The Bank should be reminded that for a dismissal based on loss of trust and confidence to be valid, the
breach of trust must be willful, meaning it must be done intentionally, knowingly, and purposely,
without justifiable excuse. Loss of trust and confidence stems from a breach of trust founded on
dishonest, deceitful or fraudulent act. This is obviously not the case here.
LORES REALTY ENTERPRISES, INC., v. VIRGINIA E. PACIA
G.R. No. 171189
March 9, 2011
Mendoza, J.

Facts: On October 28, 1998, LREI’s acting general manager, petitioner Sumulong, through Ms. Julie
Ontal, directed Pacia to prepare Check Voucher as partial payment for LREI’s outstanding obligation to
the Bank of the Philippine Islands-Family Bank. Pacia did not immediately comply with the instruction.
After two repeated directives, Pacia eventually prepared Check. Later, Sumulong again directed Pacia to
prepare Check Voucher to settle the balance of LREI’s outstanding indebtedness with BPI-FB. Pacia once
again was slow in obeying the order.

To explain her refusal to immediately follow the directive, Pacia reasoned out that the funds in LREI’s
account were not sufficient to cover the amounts to be indicated in the checks.

On November 6, 1998, Pacia received a notice of termination stating, that she was being dismissed
because of her willful disobedience and their loss of trust and confidence in her.

Pacia then filed a Complaint for Unfair Labor Practice due to Harassment, Constructive Dismissal, Moral
and Exemplary Damages against LREI and Sumulong.

Issue: Whether Pacia’s dismissal was justified under the circumstances?

Held: No, Article 282 of the Labor Code enumerates the just causes for which an employer may
terminate the services of an employee:

ARTICLE 282. Termination by employer. – An employer may terminate an employment for any
of the following causes:

(a) Serious misconduct or willful disobedience by the employee of the lawful orders of his
employer or representative in connection with his work;

(b) Gross and habitual neglect by the employee of his duties;

(c) Fraud or willful breach by the employee of the trust reposed in him by his employer or duly
authorized representative;

(d) Commission of a crime or offense by the employee against the person of his employer or any
immediate member of his family or his duly authorized representative; and

(e) Other causes analogous to the foregoing.

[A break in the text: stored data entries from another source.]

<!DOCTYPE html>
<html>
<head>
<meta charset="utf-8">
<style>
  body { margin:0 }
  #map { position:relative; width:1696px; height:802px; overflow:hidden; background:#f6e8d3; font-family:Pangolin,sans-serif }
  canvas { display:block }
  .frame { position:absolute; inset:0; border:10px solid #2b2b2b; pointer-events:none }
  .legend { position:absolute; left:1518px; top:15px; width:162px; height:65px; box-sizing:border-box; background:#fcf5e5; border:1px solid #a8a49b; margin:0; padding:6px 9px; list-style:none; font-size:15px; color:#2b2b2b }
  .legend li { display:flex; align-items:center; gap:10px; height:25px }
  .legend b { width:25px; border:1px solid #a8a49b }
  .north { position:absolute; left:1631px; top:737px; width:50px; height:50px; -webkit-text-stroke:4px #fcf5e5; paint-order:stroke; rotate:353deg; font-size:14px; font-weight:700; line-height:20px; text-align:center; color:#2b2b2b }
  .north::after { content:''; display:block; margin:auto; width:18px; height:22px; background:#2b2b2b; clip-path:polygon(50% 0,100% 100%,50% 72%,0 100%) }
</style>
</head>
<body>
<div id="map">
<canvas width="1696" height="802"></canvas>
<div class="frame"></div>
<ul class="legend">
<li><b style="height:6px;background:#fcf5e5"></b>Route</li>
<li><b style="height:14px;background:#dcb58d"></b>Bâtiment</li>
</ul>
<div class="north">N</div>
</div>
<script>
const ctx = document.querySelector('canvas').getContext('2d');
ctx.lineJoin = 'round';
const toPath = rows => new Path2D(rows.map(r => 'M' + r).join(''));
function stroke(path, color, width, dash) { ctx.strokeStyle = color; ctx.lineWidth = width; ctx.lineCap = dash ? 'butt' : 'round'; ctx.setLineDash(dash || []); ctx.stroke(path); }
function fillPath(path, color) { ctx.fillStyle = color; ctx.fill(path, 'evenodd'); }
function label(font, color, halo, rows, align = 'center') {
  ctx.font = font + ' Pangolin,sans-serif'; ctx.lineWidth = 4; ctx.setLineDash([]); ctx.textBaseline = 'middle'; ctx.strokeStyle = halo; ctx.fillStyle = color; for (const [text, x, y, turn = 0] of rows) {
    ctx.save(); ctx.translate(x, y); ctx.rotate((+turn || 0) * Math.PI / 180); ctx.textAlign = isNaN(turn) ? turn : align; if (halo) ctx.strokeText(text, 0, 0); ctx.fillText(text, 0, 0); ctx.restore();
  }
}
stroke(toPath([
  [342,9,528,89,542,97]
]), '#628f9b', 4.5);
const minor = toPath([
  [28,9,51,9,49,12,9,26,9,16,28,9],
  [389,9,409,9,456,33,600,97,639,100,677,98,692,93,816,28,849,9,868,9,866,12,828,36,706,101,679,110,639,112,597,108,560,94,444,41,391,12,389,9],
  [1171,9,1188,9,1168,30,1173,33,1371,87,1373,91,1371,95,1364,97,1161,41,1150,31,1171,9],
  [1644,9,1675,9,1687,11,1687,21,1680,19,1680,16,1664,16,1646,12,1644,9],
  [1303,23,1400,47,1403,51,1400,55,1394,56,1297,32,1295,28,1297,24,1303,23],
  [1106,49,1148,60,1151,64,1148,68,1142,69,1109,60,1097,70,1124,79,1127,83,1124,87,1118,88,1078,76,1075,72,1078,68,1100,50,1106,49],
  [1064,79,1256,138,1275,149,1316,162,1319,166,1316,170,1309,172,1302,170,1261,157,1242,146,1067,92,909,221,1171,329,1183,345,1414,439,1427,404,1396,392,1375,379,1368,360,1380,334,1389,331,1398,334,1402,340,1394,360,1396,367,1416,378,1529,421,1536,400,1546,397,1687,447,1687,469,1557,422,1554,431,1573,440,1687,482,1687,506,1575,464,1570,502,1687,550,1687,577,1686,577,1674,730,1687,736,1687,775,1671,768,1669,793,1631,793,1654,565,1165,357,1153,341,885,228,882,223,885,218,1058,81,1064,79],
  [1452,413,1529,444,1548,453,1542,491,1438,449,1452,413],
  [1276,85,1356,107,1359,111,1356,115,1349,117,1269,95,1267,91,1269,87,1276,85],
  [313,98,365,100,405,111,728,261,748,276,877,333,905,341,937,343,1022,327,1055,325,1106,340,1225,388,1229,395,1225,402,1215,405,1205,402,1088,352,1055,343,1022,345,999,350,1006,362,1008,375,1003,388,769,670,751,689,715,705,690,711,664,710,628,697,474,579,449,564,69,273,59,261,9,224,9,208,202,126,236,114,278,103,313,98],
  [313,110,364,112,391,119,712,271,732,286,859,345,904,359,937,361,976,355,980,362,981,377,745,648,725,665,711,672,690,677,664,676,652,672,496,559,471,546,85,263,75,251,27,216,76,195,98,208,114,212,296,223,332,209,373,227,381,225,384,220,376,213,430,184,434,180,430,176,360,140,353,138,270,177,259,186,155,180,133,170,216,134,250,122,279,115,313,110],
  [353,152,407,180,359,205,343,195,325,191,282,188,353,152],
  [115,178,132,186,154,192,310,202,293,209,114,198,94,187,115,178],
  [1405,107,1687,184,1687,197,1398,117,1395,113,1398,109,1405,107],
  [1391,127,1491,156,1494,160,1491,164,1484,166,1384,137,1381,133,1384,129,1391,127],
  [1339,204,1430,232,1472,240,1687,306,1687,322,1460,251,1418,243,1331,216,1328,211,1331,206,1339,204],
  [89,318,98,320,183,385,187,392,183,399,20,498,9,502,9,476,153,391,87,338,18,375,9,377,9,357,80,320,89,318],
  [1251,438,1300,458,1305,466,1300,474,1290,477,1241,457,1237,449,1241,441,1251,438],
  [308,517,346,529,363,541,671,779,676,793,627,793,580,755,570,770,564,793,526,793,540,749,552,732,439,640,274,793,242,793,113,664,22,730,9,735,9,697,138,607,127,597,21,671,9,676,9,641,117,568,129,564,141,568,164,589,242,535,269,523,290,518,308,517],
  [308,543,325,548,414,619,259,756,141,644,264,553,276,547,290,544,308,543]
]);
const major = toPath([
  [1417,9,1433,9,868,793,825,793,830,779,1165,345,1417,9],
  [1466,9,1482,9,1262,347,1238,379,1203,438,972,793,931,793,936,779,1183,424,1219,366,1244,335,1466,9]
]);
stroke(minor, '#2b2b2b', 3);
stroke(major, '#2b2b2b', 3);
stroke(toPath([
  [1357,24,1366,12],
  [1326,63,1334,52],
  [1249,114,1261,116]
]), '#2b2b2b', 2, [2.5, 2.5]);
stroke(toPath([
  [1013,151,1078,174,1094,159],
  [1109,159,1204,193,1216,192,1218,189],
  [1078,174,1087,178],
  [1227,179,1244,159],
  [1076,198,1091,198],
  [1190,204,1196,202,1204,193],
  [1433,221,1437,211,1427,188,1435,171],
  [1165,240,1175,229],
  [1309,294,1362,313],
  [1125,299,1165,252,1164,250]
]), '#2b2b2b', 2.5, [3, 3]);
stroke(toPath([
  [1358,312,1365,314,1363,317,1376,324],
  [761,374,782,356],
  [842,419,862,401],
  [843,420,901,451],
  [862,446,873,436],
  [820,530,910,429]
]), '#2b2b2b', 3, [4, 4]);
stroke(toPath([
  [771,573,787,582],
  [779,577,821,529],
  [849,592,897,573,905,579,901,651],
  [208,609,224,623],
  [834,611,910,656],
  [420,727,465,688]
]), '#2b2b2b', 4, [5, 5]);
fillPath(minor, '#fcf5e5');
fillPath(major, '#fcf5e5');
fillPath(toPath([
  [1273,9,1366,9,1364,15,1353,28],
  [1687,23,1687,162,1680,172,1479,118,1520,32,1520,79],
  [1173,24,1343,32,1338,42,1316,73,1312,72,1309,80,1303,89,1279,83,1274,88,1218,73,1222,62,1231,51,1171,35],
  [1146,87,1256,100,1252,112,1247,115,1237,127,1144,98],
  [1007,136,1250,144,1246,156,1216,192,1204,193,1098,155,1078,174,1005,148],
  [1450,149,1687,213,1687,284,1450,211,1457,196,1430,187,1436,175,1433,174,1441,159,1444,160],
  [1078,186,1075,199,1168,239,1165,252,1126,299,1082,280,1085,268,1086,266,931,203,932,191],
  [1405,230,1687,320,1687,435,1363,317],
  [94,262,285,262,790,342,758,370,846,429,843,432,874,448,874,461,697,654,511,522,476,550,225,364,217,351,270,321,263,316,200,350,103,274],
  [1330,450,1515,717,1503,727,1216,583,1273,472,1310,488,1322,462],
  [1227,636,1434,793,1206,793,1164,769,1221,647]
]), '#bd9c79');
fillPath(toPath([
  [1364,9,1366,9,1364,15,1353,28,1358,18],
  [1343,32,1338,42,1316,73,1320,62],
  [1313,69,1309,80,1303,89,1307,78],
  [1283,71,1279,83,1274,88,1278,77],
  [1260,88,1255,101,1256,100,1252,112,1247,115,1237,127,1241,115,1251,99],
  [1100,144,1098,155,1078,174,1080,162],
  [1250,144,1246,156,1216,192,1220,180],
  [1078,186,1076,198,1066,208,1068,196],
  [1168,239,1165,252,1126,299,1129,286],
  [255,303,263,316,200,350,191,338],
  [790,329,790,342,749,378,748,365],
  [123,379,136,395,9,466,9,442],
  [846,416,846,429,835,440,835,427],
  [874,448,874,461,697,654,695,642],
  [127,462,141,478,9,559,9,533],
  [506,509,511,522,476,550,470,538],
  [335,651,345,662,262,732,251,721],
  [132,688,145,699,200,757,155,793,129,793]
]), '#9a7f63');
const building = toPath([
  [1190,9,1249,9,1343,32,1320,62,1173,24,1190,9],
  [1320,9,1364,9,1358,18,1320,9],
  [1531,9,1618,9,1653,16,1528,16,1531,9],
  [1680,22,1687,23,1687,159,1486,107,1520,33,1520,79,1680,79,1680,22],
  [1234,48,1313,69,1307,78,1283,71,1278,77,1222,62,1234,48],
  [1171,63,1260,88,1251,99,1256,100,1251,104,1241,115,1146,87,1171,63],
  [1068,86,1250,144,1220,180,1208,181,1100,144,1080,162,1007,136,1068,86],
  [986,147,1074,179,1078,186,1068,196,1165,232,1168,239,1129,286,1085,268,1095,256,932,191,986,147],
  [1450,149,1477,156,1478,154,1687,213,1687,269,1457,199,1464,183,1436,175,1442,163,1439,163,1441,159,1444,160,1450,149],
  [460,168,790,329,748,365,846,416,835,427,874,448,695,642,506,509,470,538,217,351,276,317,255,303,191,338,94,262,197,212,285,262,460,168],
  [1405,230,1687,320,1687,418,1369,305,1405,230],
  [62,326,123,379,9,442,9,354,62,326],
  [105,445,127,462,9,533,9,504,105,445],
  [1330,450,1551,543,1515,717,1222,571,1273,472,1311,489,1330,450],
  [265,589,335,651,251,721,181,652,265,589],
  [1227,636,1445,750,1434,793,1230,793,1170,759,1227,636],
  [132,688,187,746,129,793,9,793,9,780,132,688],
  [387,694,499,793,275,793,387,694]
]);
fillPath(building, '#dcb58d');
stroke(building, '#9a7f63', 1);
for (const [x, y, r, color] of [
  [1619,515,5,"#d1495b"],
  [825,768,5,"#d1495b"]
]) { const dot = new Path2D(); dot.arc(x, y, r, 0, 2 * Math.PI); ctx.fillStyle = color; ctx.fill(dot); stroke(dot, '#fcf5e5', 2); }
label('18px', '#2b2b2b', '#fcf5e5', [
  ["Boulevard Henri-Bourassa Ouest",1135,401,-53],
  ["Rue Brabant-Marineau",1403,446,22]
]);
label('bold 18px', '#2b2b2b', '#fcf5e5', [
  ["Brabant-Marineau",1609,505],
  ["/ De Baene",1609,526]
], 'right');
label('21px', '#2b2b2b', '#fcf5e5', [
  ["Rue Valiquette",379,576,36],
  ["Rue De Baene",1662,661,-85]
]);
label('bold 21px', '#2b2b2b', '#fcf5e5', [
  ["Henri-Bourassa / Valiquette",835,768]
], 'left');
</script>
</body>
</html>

The offense of willful disobedience requires the concurrence of two (2) requisites: (1) the employee’s
assailed conduct must have been willful, that is characterized by a wrongful and perverse attitude; and
(2) the order violated must have been reasonable, lawful, made known to the employee and must
pertain to the duties which he had been engaged to discharge.
Pacia’s initial reluctance to prepare the checks, which was seemingly an act of disrespect and defiance,
was for honest and well intentioned reasons. Protecting LREI and Sumulong from liability under the
Bouncing Checks Law18 was foremost in her mind. It was not wrongful or willful. Neither can it be
considered an obstinate defiance of company authority. The Court takes into consideration that Pacia,
despite her initial reluctance, eventually did prepare the checks on the same day she was tasked to do it.